A Justiça de São Paulo condenou o estado a pagar R$ 350 mil por danos morais coletivos à população negra após considerar que houve conduta discriminatória da Polícia Militar durante a “Caminhada São Paulo Negra”, passeio turístico realizado em outubro de 2020.
Na ocasião, dois guias e 12 turistas da agência Guia Negro, então chamada BlackBird Viagens foram seguidos por três horas, filmados e abordados diversas vezes por policiais militares no Centro da capital paulista. O grupo visitava locais simbólicos da cultura negra, como parte de um roteiro entre a Praça da Liberdade e o Largo do Paissandu.

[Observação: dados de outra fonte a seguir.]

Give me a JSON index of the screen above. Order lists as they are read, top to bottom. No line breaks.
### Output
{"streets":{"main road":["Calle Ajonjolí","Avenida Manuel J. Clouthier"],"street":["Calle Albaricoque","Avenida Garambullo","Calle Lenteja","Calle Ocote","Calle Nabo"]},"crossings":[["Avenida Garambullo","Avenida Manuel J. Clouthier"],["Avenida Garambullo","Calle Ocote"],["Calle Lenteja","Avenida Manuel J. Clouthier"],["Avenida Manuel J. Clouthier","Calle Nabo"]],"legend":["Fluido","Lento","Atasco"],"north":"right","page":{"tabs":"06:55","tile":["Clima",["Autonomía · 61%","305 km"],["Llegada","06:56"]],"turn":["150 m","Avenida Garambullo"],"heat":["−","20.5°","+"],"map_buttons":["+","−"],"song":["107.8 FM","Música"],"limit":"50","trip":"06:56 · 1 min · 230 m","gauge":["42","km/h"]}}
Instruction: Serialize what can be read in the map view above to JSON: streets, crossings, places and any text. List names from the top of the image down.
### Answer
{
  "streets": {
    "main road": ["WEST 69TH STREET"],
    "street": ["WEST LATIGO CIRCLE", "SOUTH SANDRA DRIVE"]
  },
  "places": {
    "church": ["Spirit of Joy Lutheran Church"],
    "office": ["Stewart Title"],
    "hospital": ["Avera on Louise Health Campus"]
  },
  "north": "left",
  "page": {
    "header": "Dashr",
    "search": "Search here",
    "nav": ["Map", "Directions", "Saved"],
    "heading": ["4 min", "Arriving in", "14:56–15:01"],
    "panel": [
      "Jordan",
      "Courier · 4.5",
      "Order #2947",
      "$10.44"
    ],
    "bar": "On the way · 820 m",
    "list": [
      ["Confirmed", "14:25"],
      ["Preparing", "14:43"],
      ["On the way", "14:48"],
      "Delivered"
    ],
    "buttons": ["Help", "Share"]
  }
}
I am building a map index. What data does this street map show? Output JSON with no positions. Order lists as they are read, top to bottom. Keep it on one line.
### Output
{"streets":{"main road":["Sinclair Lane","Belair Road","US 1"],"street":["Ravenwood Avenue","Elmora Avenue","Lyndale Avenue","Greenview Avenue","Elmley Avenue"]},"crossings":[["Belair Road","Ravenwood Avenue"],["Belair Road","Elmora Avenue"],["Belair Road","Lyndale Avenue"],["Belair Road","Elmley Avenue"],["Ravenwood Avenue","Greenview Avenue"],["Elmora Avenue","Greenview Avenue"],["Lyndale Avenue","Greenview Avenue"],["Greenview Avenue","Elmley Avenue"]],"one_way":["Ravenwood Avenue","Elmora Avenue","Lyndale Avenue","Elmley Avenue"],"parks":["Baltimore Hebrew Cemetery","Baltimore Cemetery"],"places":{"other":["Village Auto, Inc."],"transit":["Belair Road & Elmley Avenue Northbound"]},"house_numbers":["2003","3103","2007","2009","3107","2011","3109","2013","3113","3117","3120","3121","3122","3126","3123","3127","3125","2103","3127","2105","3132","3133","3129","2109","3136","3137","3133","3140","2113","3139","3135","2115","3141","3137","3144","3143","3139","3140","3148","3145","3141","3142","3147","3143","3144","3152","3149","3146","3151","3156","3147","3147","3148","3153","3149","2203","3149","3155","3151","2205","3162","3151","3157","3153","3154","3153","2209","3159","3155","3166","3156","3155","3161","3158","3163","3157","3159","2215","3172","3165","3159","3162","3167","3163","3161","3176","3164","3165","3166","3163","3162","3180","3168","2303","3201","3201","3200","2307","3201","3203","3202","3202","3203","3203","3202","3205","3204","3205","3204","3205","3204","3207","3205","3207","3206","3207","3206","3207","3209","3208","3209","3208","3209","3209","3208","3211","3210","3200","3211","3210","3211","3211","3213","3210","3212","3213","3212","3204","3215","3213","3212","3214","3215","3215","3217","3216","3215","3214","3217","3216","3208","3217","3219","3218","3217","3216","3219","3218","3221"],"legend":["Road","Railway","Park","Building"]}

Segundo a Defensoria Pública, que moveu a ação, houve excesso e falta de justificativa nas ações da PM, que envolveu viaturas, motos e cavalaria mesmo após os organizadores apresentarem documentos oficiais e CNPJ, comprovando o caráter turístico e cultural da atividade. A Justiça reconheceu que a ação policial foi discriminatória, desproporcional e ultrapassou os limites do poder de polícia.
“A atuação da Polícia Militar extrapolou os limites do exercício regular do poder de polícia, configurando uma ação discriminatória e desproporcional”, afirmou o desembargador Paulo Galizia, relator do processo.
O valor determinado será destinado a um fundo voltado a projetos culturais e turísticos voltados à valorização da população negra. O estado ainda pode recorrer.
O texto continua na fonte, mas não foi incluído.